Dunque, attenzione: anche la scoperta di due mesi fa degli scienziati mediorientali non va sottovalutata, perché rappresenta un tentativo di costruire meteotroni di nuova generazione, che consumino meno carburante e offrano la massima resa. Sempre che tutto vada come nei sogni di Dessens...

Scoperta una tecnica per creare temporali artificiali


Il 7 giugno 2022 è stato presentato sul sito nature.com un interessante esperimento sul clima.

Una equipe di scienziati del medioriente sembra sia riuscita a generare dei temporali artificiali alimentandoli da terra con un getto di aria calda, simulando, pertanto, l'attività delle correnti ascensionali naturali. 

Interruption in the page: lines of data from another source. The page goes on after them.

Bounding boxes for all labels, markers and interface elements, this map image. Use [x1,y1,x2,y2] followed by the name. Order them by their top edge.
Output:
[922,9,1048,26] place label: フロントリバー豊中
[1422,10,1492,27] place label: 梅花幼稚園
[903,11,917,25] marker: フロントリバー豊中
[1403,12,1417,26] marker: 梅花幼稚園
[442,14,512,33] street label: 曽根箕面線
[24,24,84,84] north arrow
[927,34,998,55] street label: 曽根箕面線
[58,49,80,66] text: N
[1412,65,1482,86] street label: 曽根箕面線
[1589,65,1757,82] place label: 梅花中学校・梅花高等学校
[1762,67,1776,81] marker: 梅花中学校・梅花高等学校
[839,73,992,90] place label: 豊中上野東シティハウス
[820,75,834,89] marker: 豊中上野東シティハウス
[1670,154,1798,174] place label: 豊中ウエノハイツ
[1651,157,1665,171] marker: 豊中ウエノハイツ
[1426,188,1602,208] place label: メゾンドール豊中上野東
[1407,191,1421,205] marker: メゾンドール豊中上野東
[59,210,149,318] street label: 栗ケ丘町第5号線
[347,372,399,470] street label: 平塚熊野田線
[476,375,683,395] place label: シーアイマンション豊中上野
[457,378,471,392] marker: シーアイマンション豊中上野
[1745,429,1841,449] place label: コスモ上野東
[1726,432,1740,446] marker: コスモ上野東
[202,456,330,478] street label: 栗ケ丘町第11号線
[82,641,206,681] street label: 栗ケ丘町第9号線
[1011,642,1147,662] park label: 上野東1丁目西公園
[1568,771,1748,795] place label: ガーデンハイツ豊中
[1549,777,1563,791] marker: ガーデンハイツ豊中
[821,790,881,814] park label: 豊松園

"In questo lavoro vengono presentati i risultati dello sviluppo di un modello matematico e della simulazione numerica della risalita in atmosfera di un getto diretto verticalmente alimentato dal calore di condensazione del vapore acqueo su un aerosol igroscopico introdotto nel getto in partenza. È stata valutata la possibilità di creare nubi convettive artificiali in funzione dei parametri del getto, del potere calorifico di condensazione e dei profili verticali della velocità del vento, della temperatura e dell'umidità dell'aria."

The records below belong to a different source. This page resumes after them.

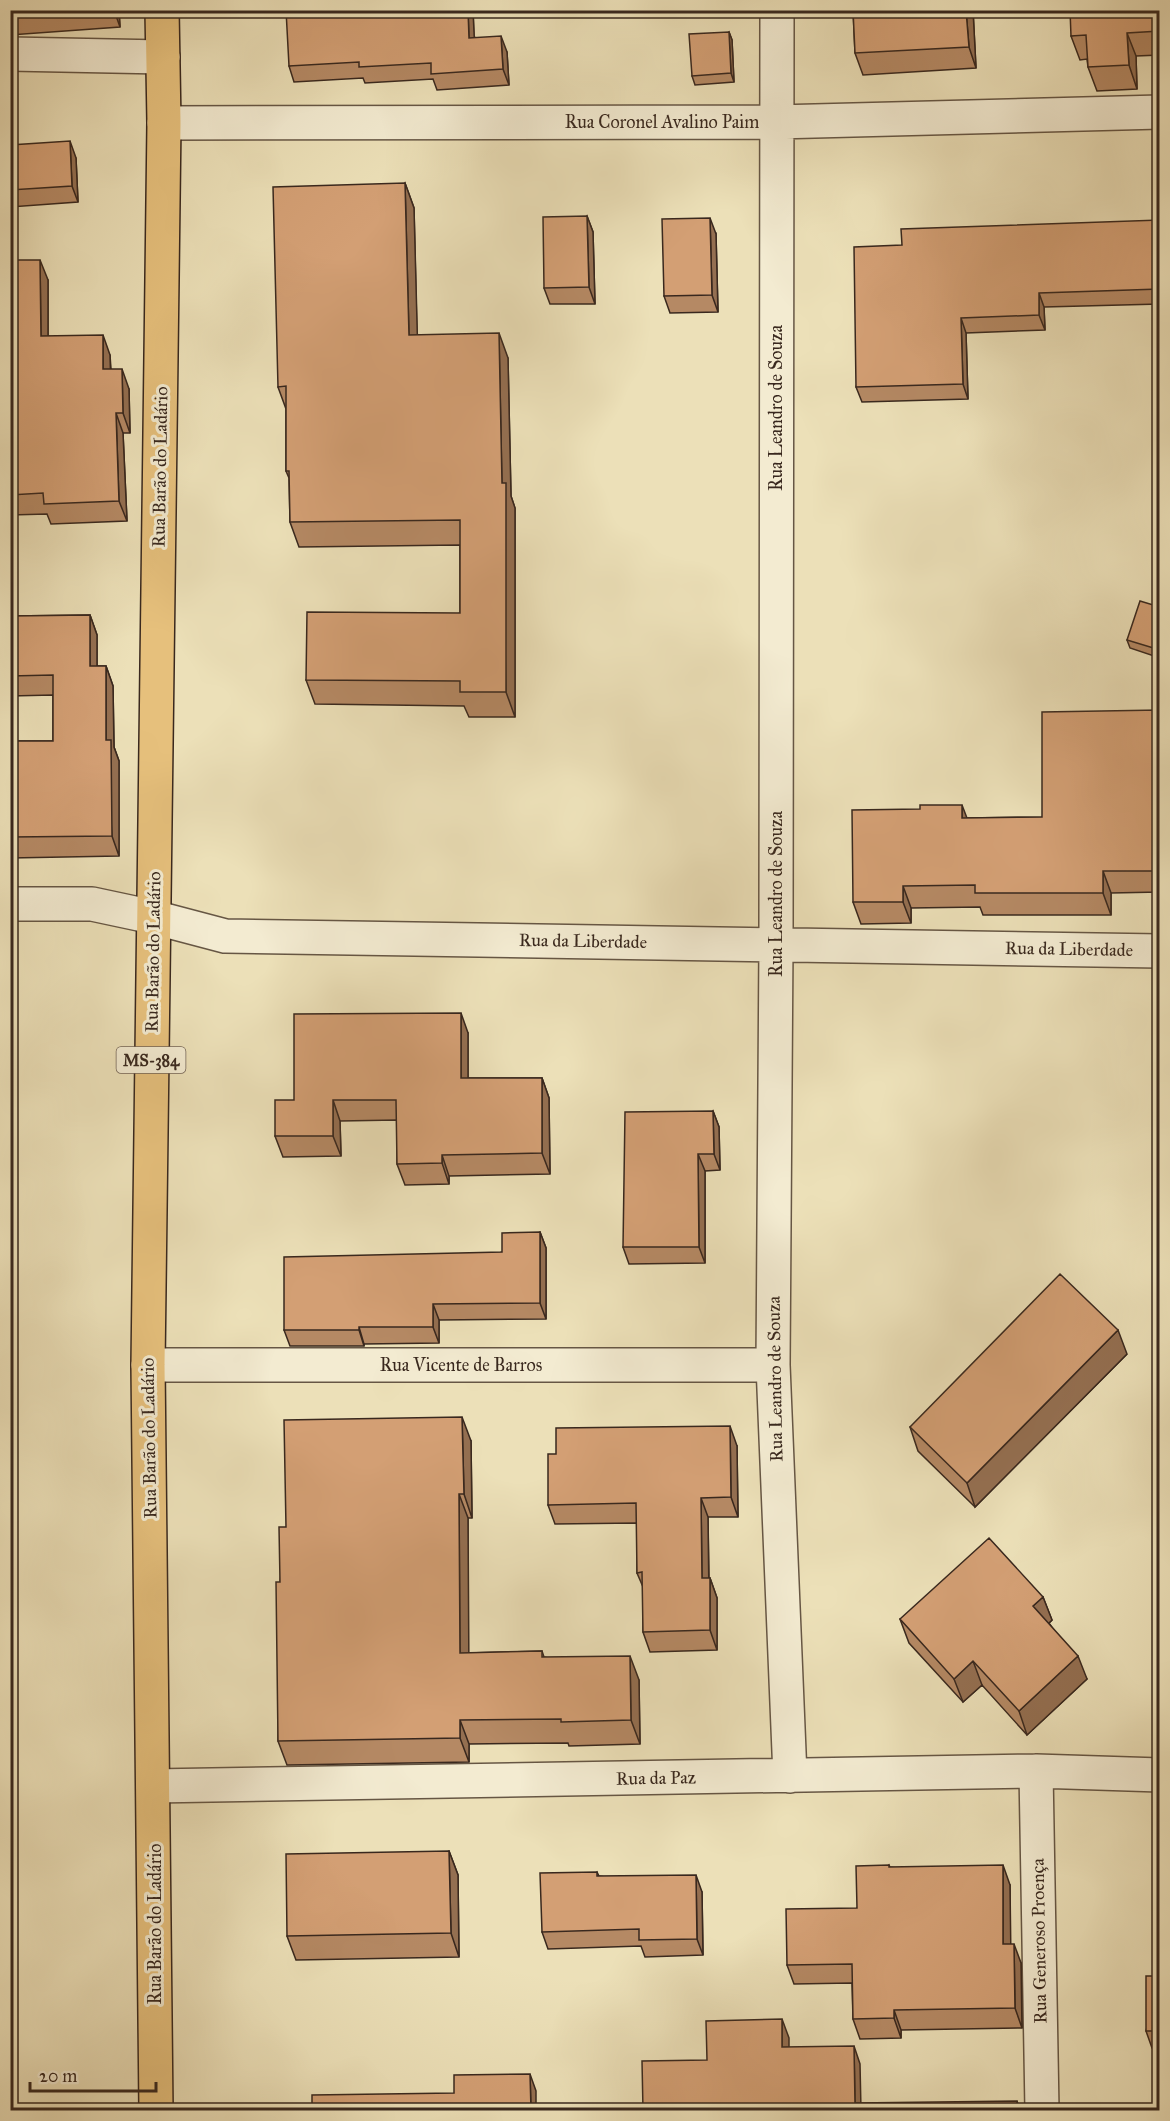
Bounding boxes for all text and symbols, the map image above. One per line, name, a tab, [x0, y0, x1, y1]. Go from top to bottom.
street label: Rua Coronel Avalino Paim	[565, 111, 759, 133]
street label: Rua Leandro de Souza	[765, 325, 787, 491]
street label: Rua Barão do Ladário	[148, 386, 172, 548]
street label: Rua Leandro de Souza	[765, 811, 787, 977]
street label: Rua Barão do Ladário	[141, 871, 165, 1033]
street label: Rua da Liberdade	[519, 929, 647, 953]
street label: Rua da Liberdade	[1005, 937, 1133, 961]
road number: MS-384	[116, 1047, 186, 1073]
street label: Rua Leandro de Souza	[763, 1295, 787, 1462]
street label: Rua Vicente de Barros	[380, 1354, 542, 1376]
street label: Rua Barão do Ladário	[137, 1357, 161, 1519]
street label: Rua da Paz	[616, 1766, 696, 1790]
street label: Rua Barão do Ladário	[144, 1844, 166, 2005]
street label: Rua Generoso Proença	[1027, 1858, 1051, 2024]
scale bar	[30, 2055, 156, 2093]
text: 20 m	[39, 2065, 77, 2087]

Questa l'introduzione del lavoro degli scienziati, i quali non fanno altro che proseguire la ricerca tecnologica sui meteotroni, di cui già questo blog si era occupato. Alcune macchine per generare da terra le nubi furono utilizzate sicuramente dai francesi sui Pirenei. Erano gli anni Sessanta del secolo scorso. Gli esperimenti, documentati dal quotidiano La Stampa, ebbero risultati sconosciuti.

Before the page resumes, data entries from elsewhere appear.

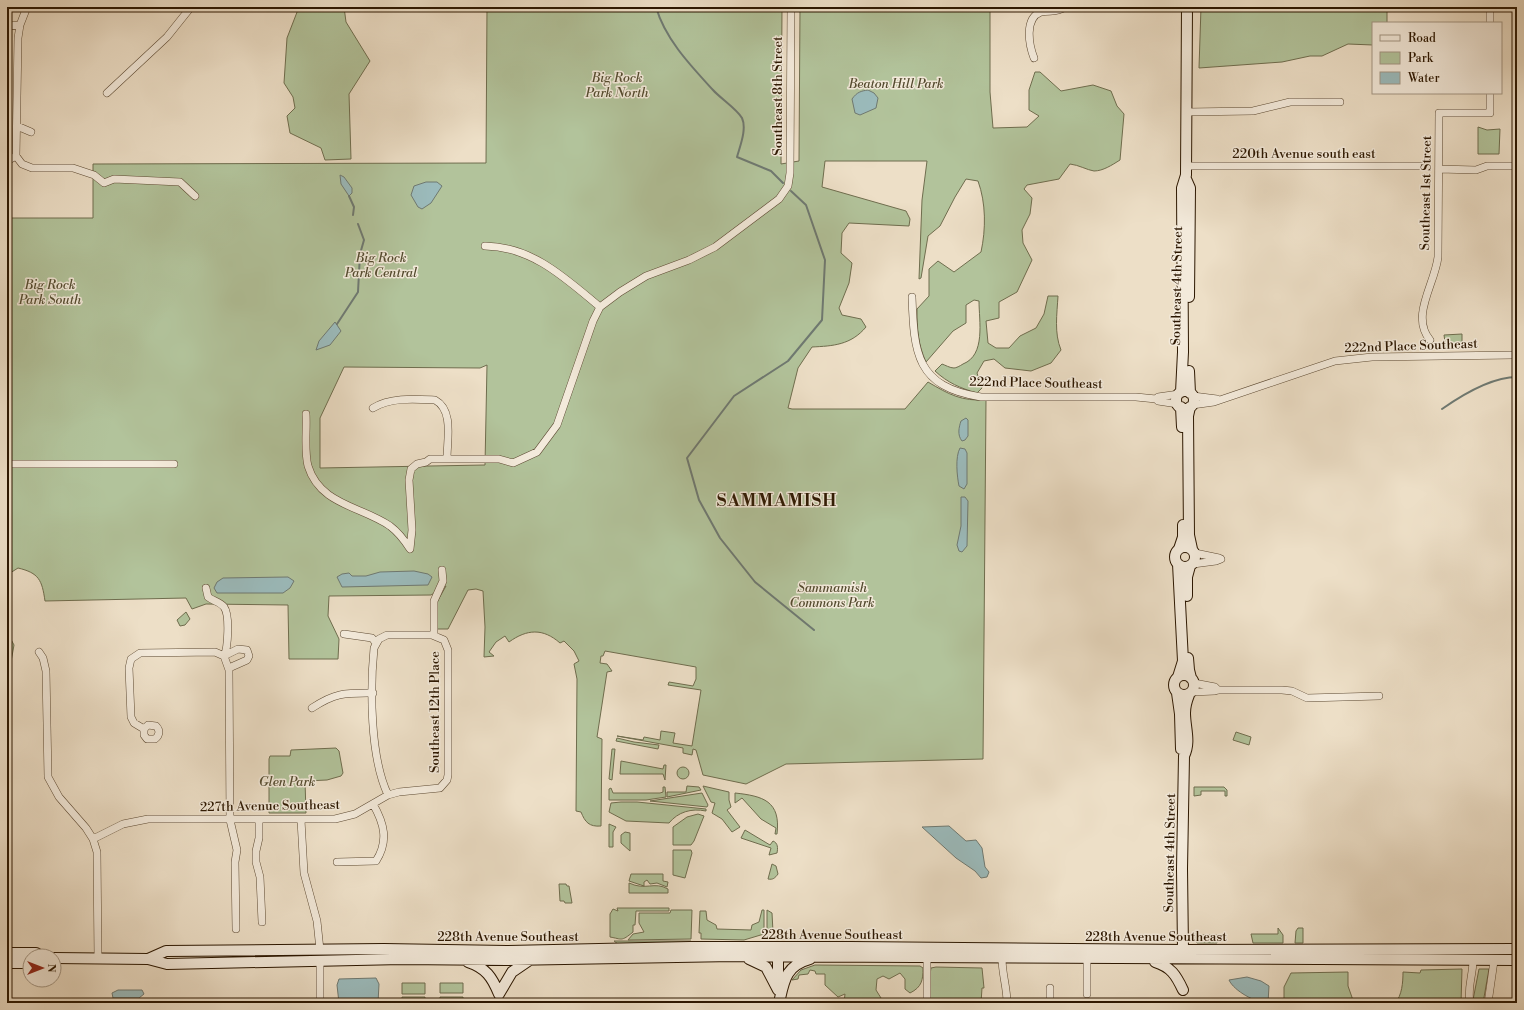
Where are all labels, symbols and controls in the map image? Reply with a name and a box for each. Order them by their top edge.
legend [1372,22,1502,94]
text: Road [1408,31,1436,46]
street label: Southeast 8th Street [770,36,786,156]
text: Park [1408,51,1434,66]
park label: Big Rock Park North [585,70,649,101]
text: Water [1407,71,1440,86]
park label: Beaton Hill Park [847,76,944,92]
street label: Southeast 1st Street [1417,135,1435,251]
street label: 220th Avenue south east [1232,146,1376,162]
street label: Southeast 4th Street [1168,226,1186,346]
park label: Big Rock Park Central [344,250,418,281]
park label: Big Rock Park South [18,277,82,308]
street label: 222nd Place Southeast [1344,336,1478,356]
street label: 222nd Place Southeast [969,374,1103,392]
district label: SAMMAMISH [717,490,837,512]
park label: Sammamish Commons Park [789,580,875,611]
street label: Southeast 12th Place [427,651,443,773]
park label: Glen Park [259,774,315,790]
street label: Southeast 4th Street [1161,793,1179,913]
street label: 227th Avenue Southeast [200,797,341,815]
street label: 228th Avenue Southeast [761,927,903,943]
street label: 228th Avenue Southeast [437,929,579,945]
street label: 228th Avenue Southeast [1085,929,1227,945]
north arrow [22,948,62,988]
text: N [44,964,58,973]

L'esito del più recente test, di cui vedete qui sopra alcune foto, sembrerebbero incoraggianti, almeno per chi crede che la tecnologia possa integrare le carenze di pioggia naturale. Ecco le conclusioni degli scienziati.

"La creazione di nubi artificiali e precipitazioni con l'aiuto di un getto reattivo diretto verticalmente con rifornimento è possibile in condizioni atmosferiche favorevoli, che sono vicine, ma non hanno ancora raggiunto le condizioni di sviluppo naturale. La gamma di condizioni favorevoli per stimolare la convezione delle nubi è notevolmente ampliata grazie all'uso di un aerosol igroscopico come nucleo/guscio NaCl/TiO2."

In buona sostanza, le condizioni che la natura ci deve offrire perché questo esperimento vada a buon fine sono facilmente raggiungibili: pressione dell'aria alta ma non troppo, calma di vento e una discreta umidità (sul 66%). Poi ci penserà il meteotrone a favorire artificialmente la risalita di aria calda. Ma, per un risultato ottimale, gli scienziati consigliano di piazzare l'attrezzatura in media montagna, sopra i 1100 metri di altitudine, in modo da essere più vicini all'area in cui si generano in natura i cicloni temporaleschi. 

Attenzione soltanto a un particolare. Tra gli scienziati citati in bibliografia compare anche un certo L. G. Kachurin. Non è uno scienziato qualunque. Fu molto attivo in guerra fredda al servizio dell'URSS. Redasse un documento molto preciso, corredato da illustrazioni, sulle modifiche artificiali del clima. Era il 1978. Lo studio fu intercettato e tradotto dalla CIA. È presente nell'archivio Foia, sebbene sia in parte censurato. Kachurin a noi sembra fosse molto più avanti rispetto a questa tecnologia dei meteotroni. Nell'introduzione del suo saggio accennava a nuove tecniche di modifica della stratosfera, che avrebbero permesso di generare disastri meteorologici capaci di annientare intere popolazioni, e per questo auspicava un accordo internazionale di pace. Purtroppo l'analisi dettagliata di queste tecnologie non è disponibile nell'estratto presente in archivio.

Ci pare a questo punto doveroso aggiungere che la politica dovrà fare buon uso di queste tecnologie, informando adeguatamente la popolazione e assumendosi le responsabilità di eventuali, sempre possibili, errori negli esperimenti. Sembra scontato dire queste cose, ma non lo è.